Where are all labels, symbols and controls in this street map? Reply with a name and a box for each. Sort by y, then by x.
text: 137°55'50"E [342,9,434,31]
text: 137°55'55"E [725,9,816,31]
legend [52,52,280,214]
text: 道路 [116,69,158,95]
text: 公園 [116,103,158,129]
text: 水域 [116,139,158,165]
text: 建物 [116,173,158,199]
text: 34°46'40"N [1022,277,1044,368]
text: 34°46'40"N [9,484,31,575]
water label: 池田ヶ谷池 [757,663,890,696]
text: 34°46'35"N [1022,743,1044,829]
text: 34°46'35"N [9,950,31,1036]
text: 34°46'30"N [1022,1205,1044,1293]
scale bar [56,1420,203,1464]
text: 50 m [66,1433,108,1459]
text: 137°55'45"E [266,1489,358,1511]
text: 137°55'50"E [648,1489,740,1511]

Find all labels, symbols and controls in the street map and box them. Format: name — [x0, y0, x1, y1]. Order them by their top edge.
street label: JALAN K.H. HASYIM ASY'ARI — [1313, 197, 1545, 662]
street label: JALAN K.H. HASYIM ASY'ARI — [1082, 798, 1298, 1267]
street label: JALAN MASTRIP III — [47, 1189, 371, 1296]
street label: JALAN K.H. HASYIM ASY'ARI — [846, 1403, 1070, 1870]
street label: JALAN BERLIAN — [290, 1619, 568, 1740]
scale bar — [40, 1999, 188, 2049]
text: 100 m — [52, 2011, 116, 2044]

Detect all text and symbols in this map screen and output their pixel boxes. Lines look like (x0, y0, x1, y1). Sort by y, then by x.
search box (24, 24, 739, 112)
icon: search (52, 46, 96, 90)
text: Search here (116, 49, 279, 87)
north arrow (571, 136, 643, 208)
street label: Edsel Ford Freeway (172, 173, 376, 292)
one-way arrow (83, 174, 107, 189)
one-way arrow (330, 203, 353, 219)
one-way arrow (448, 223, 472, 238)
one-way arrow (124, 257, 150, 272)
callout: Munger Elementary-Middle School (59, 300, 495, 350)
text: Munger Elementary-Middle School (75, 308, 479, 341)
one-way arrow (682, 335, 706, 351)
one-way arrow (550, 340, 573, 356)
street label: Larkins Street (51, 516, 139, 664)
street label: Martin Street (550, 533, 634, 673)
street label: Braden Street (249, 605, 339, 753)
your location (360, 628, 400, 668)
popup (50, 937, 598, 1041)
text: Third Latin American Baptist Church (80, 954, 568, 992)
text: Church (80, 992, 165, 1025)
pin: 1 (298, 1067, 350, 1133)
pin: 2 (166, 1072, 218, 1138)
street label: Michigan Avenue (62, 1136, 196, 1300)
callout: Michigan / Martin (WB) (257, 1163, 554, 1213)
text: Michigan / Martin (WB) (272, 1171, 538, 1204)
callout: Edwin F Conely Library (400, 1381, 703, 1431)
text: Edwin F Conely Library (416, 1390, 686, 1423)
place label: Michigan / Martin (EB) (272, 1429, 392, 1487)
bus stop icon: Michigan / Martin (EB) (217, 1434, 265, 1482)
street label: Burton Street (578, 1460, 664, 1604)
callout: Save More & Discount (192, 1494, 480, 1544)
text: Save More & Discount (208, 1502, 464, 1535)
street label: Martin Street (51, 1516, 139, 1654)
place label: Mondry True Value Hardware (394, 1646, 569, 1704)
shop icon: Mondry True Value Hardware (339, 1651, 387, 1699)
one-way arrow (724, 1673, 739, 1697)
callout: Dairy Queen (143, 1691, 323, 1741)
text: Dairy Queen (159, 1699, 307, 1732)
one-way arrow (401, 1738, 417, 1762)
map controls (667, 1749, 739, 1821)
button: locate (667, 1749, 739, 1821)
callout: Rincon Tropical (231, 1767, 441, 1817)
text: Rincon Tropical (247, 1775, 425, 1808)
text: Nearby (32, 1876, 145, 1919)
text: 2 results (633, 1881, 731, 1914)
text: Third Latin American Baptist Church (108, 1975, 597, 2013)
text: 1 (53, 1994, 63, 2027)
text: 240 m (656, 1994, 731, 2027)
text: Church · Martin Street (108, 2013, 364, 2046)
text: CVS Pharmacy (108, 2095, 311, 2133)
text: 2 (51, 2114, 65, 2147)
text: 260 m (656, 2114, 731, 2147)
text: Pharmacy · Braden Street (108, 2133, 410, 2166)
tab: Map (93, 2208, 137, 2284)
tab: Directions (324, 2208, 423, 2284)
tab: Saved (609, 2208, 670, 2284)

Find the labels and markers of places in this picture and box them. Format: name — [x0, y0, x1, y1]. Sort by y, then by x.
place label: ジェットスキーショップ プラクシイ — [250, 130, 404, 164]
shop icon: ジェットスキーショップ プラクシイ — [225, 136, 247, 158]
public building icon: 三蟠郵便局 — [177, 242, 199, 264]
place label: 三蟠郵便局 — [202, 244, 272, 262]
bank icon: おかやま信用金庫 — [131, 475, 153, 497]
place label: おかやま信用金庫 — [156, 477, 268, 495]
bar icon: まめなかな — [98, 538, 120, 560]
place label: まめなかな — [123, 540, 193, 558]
==*==
How to complete this task
Output every record above a second time, exactly.

Problem solution
Where are all labels, symbols and controls in this street map? Reply with a name and a box for each. Sort by y, then by x.
text: 137°55'50"E [342,9,434,31]
text: 137°55'55"E [725,9,816,31]
legend [52,52,280,214]
text: 道路 [116,69,158,95]
text: 公園 [116,103,158,129]
text: 水域 [116,139,158,165]
text: 建物 [116,173,158,199]
text: 34°46'40"N [1022,277,1044,368]
text: 34°46'40"N [9,484,31,575]
water label: 池田ヶ谷池 [757,663,890,696]
text: 34°46'35"N [1022,743,1044,829]
text: 34°46'35"N [9,950,31,1036]
text: 34°46'30"N [1022,1205,1044,1293]
scale bar [56,1420,203,1464]
text: 50 m [66,1433,108,1459]
text: 137°55'45"E [266,1489,358,1511]
text: 137°55'50"E [648,1489,740,1511]

Find all labels, symbols and controls in the street map and box them. Format: name — [x0, y0, x1, y1]. Order them by their top edge.
street label: JALAN K.H. HASYIM ASY'ARI — [1313, 197, 1545, 662]
street label: JALAN K.H. HASYIM ASY'ARI — [1082, 798, 1298, 1267]
street label: JALAN MASTRIP III — [47, 1189, 371, 1296]
street label: JALAN K.H. HASYIM ASY'ARI — [846, 1403, 1070, 1870]
street label: JALAN BERLIAN — [290, 1619, 568, 1740]
scale bar — [40, 1999, 188, 2049]
text: 100 m — [52, 2011, 116, 2044]

Detect all text and symbols in this map screen and output their pixel boxes. Lines look like (x0, y0, x1, y1). Sort by y, then by x.
search box (24, 24, 739, 112)
icon: search (52, 46, 96, 90)
text: Search here (116, 49, 279, 87)
north arrow (571, 136, 643, 208)
street label: Edsel Ford Freeway (172, 173, 376, 292)
one-way arrow (83, 174, 107, 189)
one-way arrow (330, 203, 353, 219)
one-way arrow (448, 223, 472, 238)
one-way arrow (124, 257, 150, 272)
callout: Munger Elementary-Middle School (59, 300, 495, 350)
text: Munger Elementary-Middle School (75, 308, 479, 341)
one-way arrow (682, 335, 706, 351)
one-way arrow (550, 340, 573, 356)
street label: Larkins Street (51, 516, 139, 664)
street label: Martin Street (550, 533, 634, 673)
street label: Braden Street (249, 605, 339, 753)
your location (360, 628, 400, 668)
popup (50, 937, 598, 1041)
text: Third Latin American Baptist Church (80, 954, 568, 992)
text: Church (80, 992, 165, 1025)
pin: 1 (298, 1067, 350, 1133)
pin: 2 (166, 1072, 218, 1138)
street label: Michigan Avenue (62, 1136, 196, 1300)
callout: Michigan / Martin (WB) (257, 1163, 554, 1213)
text: Michigan / Martin (WB) (272, 1171, 538, 1204)
callout: Edwin F Conely Library (400, 1381, 703, 1431)
text: Edwin F Conely Library (416, 1390, 686, 1423)
place label: Michigan / Martin (EB) (272, 1429, 392, 1487)
bus stop icon: Michigan / Martin (EB) (217, 1434, 265, 1482)
street label: Burton Street (578, 1460, 664, 1604)
callout: Save More & Discount (192, 1494, 480, 1544)
text: Save More & Discount (208, 1502, 464, 1535)
street label: Martin Street (51, 1516, 139, 1654)
place label: Mondry True Value Hardware (394, 1646, 569, 1704)
shop icon: Mondry True Value Hardware (339, 1651, 387, 1699)
one-way arrow (724, 1673, 739, 1697)
callout: Dairy Queen (143, 1691, 323, 1741)
text: Dairy Queen (159, 1699, 307, 1732)
one-way arrow (401, 1738, 417, 1762)
map controls (667, 1749, 739, 1821)
button: locate (667, 1749, 739, 1821)
callout: Rincon Tropical (231, 1767, 441, 1817)
text: Rincon Tropical (247, 1775, 425, 1808)
text: Nearby (32, 1876, 145, 1919)
text: 2 results (633, 1881, 731, 1914)
text: Third Latin American Baptist Church (108, 1975, 597, 2013)
text: 1 (53, 1994, 63, 2027)
text: 240 m (656, 1994, 731, 2027)
text: Church · Martin Street (108, 2013, 364, 2046)
text: CVS Pharmacy (108, 2095, 311, 2133)
text: 2 (51, 2114, 65, 2147)
text: 260 m (656, 2114, 731, 2147)
text: Pharmacy · Braden Street (108, 2133, 410, 2166)
tab: Map (93, 2208, 137, 2284)
tab: Directions (324, 2208, 423, 2284)
tab: Saved (609, 2208, 670, 2284)

Find the labels and markers of places in this picture and box them. Format: name — [x0, y0, x1, y1]. Sort by y, then by x.
place label: ジェットスキーショップ プラクシイ — [250, 130, 404, 164]
shop icon: ジェットスキーショップ プラクシイ — [225, 136, 247, 158]
public building icon: 三蟠郵便局 — [177, 242, 199, 264]
place label: 三蟠郵便局 — [202, 244, 272, 262]
bank icon: おかやま信用金庫 — [131, 475, 153, 497]
place label: おかやま信用金庫 — [156, 477, 268, 495]
bar icon: まめなかな — [98, 538, 120, 560]
place label: まめなかな — [123, 540, 193, 558]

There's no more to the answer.